▶ [Instructions for the task]: Return each line in the records below that includes "sheet".

*** Given records ***

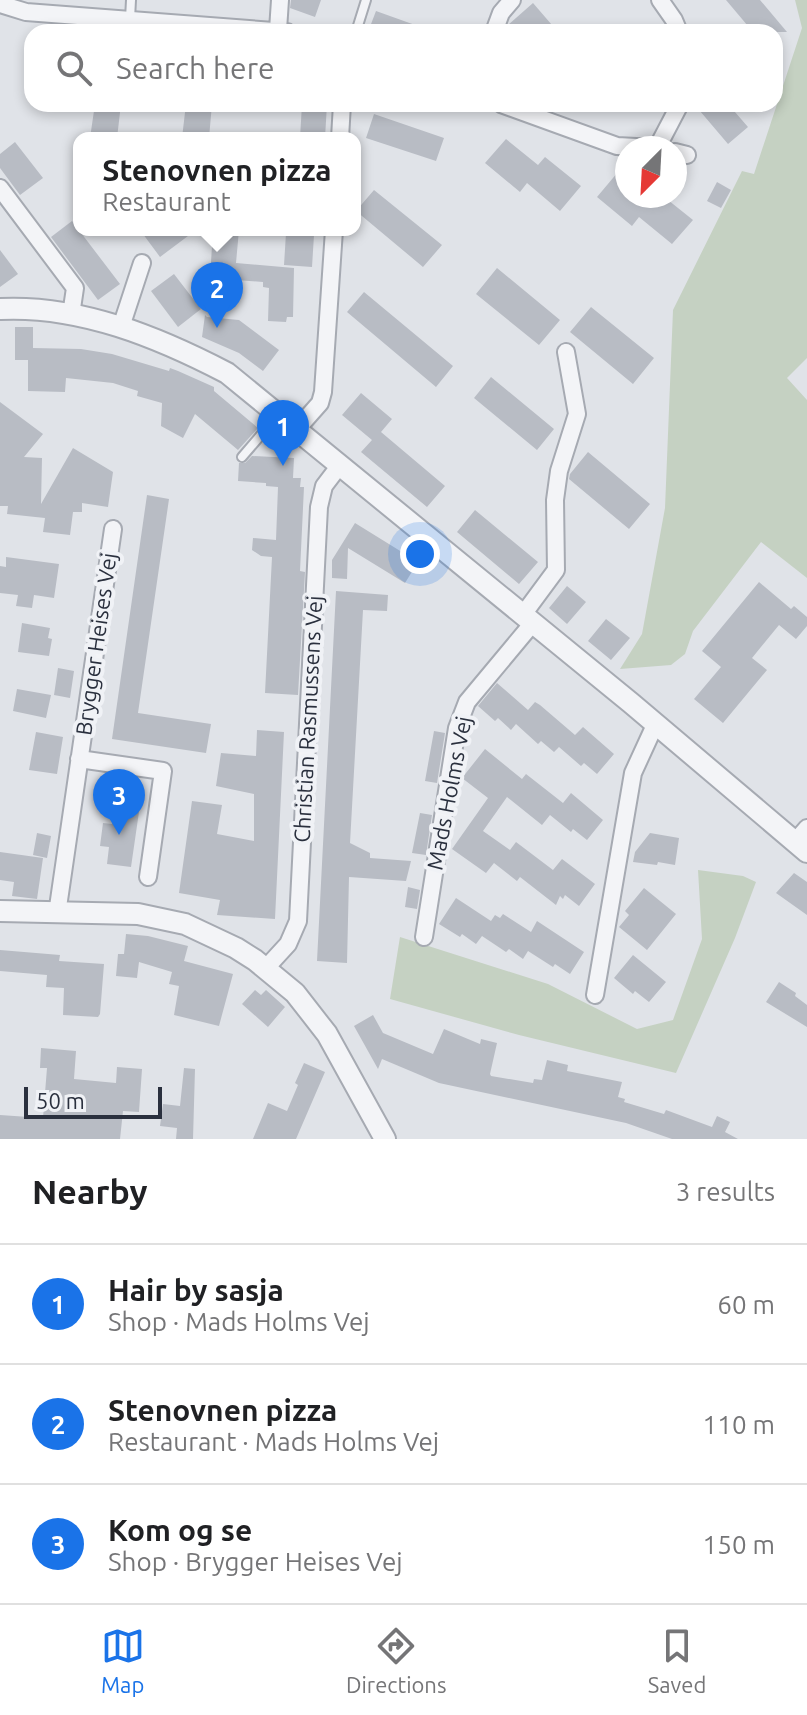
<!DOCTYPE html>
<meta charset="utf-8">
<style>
body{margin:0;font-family:Ubuntu,sans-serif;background:#f2f2f2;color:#202124}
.compass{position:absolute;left:615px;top:136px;width:72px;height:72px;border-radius:50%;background:#fff;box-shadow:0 4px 12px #0003;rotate:204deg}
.scale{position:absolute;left:24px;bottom:20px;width:138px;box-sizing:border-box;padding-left:8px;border:4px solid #2a303e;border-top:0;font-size:22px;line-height:28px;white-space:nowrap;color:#2a303e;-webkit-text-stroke:6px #f0f2f6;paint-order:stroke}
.you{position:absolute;left:420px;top:554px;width:28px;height:28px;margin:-20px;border:6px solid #fff;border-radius:50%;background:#1a73e8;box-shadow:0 0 0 12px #1a73e833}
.badge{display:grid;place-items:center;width:52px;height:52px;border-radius:50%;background:#1a73e8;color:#fff;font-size:26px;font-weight:700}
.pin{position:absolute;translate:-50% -66px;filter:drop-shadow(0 2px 4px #0008)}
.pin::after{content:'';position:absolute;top:42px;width:28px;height:24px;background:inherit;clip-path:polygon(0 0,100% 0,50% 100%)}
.popup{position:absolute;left:73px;top:132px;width:288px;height:104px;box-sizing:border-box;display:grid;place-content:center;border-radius:16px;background:#fff;filter:drop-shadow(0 2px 6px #0005);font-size:26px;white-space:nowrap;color:#757577}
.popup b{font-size:30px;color:#202124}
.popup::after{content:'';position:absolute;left:50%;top:100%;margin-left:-16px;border:16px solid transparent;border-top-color:#fff}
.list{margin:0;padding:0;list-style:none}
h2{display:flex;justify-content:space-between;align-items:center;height:104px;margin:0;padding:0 32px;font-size:34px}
h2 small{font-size:26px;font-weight:400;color:#757577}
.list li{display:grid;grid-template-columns:52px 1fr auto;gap:24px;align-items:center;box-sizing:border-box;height:120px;padding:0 32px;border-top:2px solid #e0e0e0}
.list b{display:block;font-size:30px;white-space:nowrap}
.list p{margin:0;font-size:26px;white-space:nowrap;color:#757577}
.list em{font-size:26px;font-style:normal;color:#757577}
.icon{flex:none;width:44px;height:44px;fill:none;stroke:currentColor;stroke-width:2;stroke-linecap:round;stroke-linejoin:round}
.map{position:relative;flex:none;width:807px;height:1139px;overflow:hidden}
.search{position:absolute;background:#fff;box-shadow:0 4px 12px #0003;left:24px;right:24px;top:24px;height:88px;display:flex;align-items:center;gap:20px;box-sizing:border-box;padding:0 28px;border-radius:24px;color:#757577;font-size:30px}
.sheet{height:464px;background:#fff}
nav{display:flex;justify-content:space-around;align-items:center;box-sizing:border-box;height:112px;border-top:2px solid #e0e0e0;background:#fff;font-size:22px;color:#757577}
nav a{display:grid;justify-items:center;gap:4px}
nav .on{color:#1a73e8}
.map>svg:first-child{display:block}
</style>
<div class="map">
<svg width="807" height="1139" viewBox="0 0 807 1139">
<rect width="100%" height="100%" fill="#e0e3e8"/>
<path fill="#c5d1c2" d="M795 0H807V358L787 378 807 400V578L761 542 693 631 685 654 671 665 620 669 642 634 665 508 673 310 742 171 754 174 802 28Z
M698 870 743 876 756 882 735 938 676 1073 519 1035 390 999 400 937 548 984 637 1029 673 1020 702 939Z"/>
<path fill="#b8bcc4" d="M291 0H321L315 17 290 8Z
M726 0H760L787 32H753Z
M533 3 558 32H506L508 25Z
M376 11 429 30 428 32H368Z
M95 104H121L117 138H90Z
M186 104H212L209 138H182Z
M302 104H327L325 138H300Z
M694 104H728L748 127 728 144Z
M374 114 444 138 436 161 366 138Z
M506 139 538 165 545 157 581 186 560 211 527 183 520 192 485 163Z
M15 142 43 178 20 195 0 168V154Z
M618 172 627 180V196H663L693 220 672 244 639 217 632 226 597 197Z
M717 182 731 190 721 208 707 201Z
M374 190 442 245 423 267 356 211Z
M72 221 120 284 98 300 51 237Z
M140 230H196L160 257Z
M213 230H239L236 263 294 268 293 317H287L286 322 268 321 269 288 263 287V282L210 278Z
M286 233 314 235 312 267 284 265Z
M0 250 18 274 0 287Z
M497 268 560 320 539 345 476 294Z
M174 274 201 309 178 327 151 291Z
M364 292 453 366 436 387 347 312Z
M591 307 654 358 633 384 570 332Z
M205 315 207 317 239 320 279 350 263 371 239 353 202 337Z
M15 327H33V348L81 349 112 354 169 371 170 368 178 371 214 387V391L258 428 238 450 195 414 183 438 161 426 162 403 137 396 138 391 113 383 66 378 65 392 28 391V360H15Z
M491 377 554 429 537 450 474 398Z
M361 393 392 419 381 432 445 486 427 507 361 452 372 440 342 415Z
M0 402 43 434 24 457 42 458 41 504 73 448 113 472 108 507 82 503V512H73L70 535 43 532 45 518 7 514 8 506H0Z
M588 452 650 504 629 529 569 479 570 474Z
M252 456 294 458 293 478H301L300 487H304L300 571 305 572 298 695 265 693 272 557 261 556 252 550 253 538 276 540 278 487 266 486V483L238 481 239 463H245Z
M147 495 169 499 138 713 211 724 206 753 112 739Z
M475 510 538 562 519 584 457 532Z
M355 523 418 562 405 583 348 548 347 579 332 578V560Z
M6 557 59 564 54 598 34 595 32 608 16 606 18 595 0 593V566L6 567Z
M759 582 791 609 794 606 807 617V626L796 639 779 625 752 658 767 670 723 723 694 699 721 667 702 651Z
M567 586 586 602 567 624 549 608Z
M336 591 388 595 387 611 363 610 350 843 370 853V858L411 861 406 881 349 877 347 963 317 961Z
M606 619 630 638 611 660 588 641Z
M22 623 50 628 48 638 52 639 49 656 18 652Z
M58 668 74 671 70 698 54 695Z
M497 683 528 710 535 702 540 705 575 735 583 727 614 754 597 774 584 763 581 766 559 747 554 752 541 741 538 744 516 724 511 730 498 718 495 721 478 706Z
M17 689 51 695 46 718 13 711Z
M257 730 284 732 275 919 217 915 220 900 179 893 192 801 222 805 217 834 254 841V794L216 786 221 753 256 756Z
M434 731 445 733 437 783 425 781Z
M36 732 63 737 57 774 29 770Z
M485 749 522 779 526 774 563 803 571 793 603 820 587 840 573 829 571 832 550 815 542 825 507 797 483 831 510 850 516 842 553 870 562 859 595 884 579 906 565 895 563 899 560 896 556 905 520 877 517 881 494 863 486 873 452 849 488 798 462 778Z
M116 802 140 805 131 867 107 864 109 847 100 846 103 823 112 824Z
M420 813 432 815 426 855 412 853Z
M37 833 51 836 47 858 33 855Z
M650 833 679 838 675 865 658 862 657 865 633 862 635 852Z
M0 852 43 858 37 899 12 896 14 882 0 880Z
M794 873 807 882V915L776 893Z
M408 887 420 890 417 909 405 907Z
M644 888 676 914 647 950 619 927 629 915 625 911Z
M456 898 491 921 495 915 500 918 503 914 531 932 537 921 584 952 570 974 555 964 553 967 528 951 523 959 509 949 506 952 482 936 476 944 462 934 460 937 439 924Z
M126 934 148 936 188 946 184 961 233 974 219 1026 174 1015 179 986 169 984 172 972 139 962 137 978 116 976 118 954H124Z
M0 950 60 955 59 961 104 964 100 1014 98 1017 63 1015 64 988 46 987 47 975 0 971Z
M633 955 666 982 649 1002 635 991 633 994 614 978Z
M779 982 796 993 795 996 807 1005V1027L766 1002Z
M255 990 261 995 266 990 285 1007 268 1027 242 1004Z
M373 1015 383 1033 433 1054 444 1029 480 1044 481 1039 497 1043 490 1074 491 1076 533 1083 534 1079 542 1080 547 1060 568 1065 567 1071 622 1082 618 1097 625 1099 624 1102 664 1114 666 1110 712 1127 717 1116 730 1122 725 1132 738 1139H672L626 1123 439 1083 382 1059 378 1069 354 1026Z
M41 1048 76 1051 74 1079 116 1083 117 1067 142 1069 139 1112 123 1111 120 1139H0V1115L43 1118 47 1068H40Z
M304 1063 325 1072 296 1139H253L268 1103 287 1111 298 1085 295 1083Z
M184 1068 195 1069 193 1139H176L177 1128 160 1126 163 1104 180 1106Z"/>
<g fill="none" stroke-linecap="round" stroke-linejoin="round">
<defs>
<path id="service" d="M130 19 131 0
M356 32 366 0
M242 457 278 415"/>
<path id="minor" d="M660 0 674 20 679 32
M0 4 26 12 287 32
M278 30 280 0
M494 32 501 13 512 0
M501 104 617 146 655 148
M340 138 342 104
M657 148 680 104
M675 152 687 155
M0 188 75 288 71 315
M121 327 142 263
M297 429 320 403 323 392 334 230
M522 616 556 570 555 500 559 471 577 414 566 352
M79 759 163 771 148 877
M794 843 807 828
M57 914 113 529
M424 937 457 728 467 702 532 624
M266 968 288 944 298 921 319 507 324 486 340 465
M595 995 633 773 655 725"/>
<path id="tertiary" d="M0 309C80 305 158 337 227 373L631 703 807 852
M0 911 138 914 185 924 236 948 255 960 295 993 327 1034 385 1139"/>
</defs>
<use href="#service" stroke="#a6aab2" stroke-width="12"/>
<use href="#minor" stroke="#a6aab2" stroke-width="20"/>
<use href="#tertiary" stroke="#a6aab2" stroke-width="24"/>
<use href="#service" stroke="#f3f4f7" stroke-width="8"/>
<use href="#minor" stroke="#f3f4f7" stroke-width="16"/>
<use href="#tertiary" stroke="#f3f4f7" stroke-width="20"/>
</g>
<g text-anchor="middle" stroke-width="8" stroke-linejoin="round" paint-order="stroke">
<g font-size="22" fill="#2a303e" stroke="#f0f2f6">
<text transform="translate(96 644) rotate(-82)" y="8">Brygger Heises Vej</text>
<text transform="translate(308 719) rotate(-87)" y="8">Christian Rasmussens Vej</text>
<text transform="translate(449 793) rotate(-79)" y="8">Mads Holms Vej</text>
</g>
</g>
</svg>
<svg class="compass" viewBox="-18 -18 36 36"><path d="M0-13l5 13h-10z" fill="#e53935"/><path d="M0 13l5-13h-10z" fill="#757577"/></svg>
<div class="scale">50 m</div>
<div class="you"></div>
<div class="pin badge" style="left:283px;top:466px">1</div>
<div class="pin badge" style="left:217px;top:328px">2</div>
<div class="popup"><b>Stenovnen pizza</b>Restaurant</div>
<div class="pin badge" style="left:119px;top:835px">3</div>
<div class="search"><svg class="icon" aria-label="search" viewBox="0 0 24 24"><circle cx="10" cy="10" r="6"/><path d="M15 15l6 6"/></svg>Search here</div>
</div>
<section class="sheet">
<h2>Nearby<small>3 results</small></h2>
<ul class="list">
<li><span class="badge">1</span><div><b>Hair by sasja</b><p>Shop · Mads Holms Vej</p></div><em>60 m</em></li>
<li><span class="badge">2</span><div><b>Stenovnen pizza</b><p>Restaurant · Mads Holms Vej</p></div><em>110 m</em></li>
<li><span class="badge">3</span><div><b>Kom og se</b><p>Shop · Brygger Heises Vej</p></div><em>150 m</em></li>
</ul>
</section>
<nav>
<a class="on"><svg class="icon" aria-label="map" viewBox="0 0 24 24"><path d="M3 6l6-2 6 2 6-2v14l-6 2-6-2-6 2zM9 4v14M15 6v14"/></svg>Map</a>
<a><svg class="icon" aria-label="directions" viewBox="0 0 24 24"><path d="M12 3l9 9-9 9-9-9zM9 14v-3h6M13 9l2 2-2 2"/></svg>Directions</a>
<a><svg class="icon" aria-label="saved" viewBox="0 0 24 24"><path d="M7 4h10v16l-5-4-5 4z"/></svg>Saved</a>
</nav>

*** End of Given records ***

▶ [Result of this task]:
.sheet{height:464px;background:#fff}
<section class="sheet">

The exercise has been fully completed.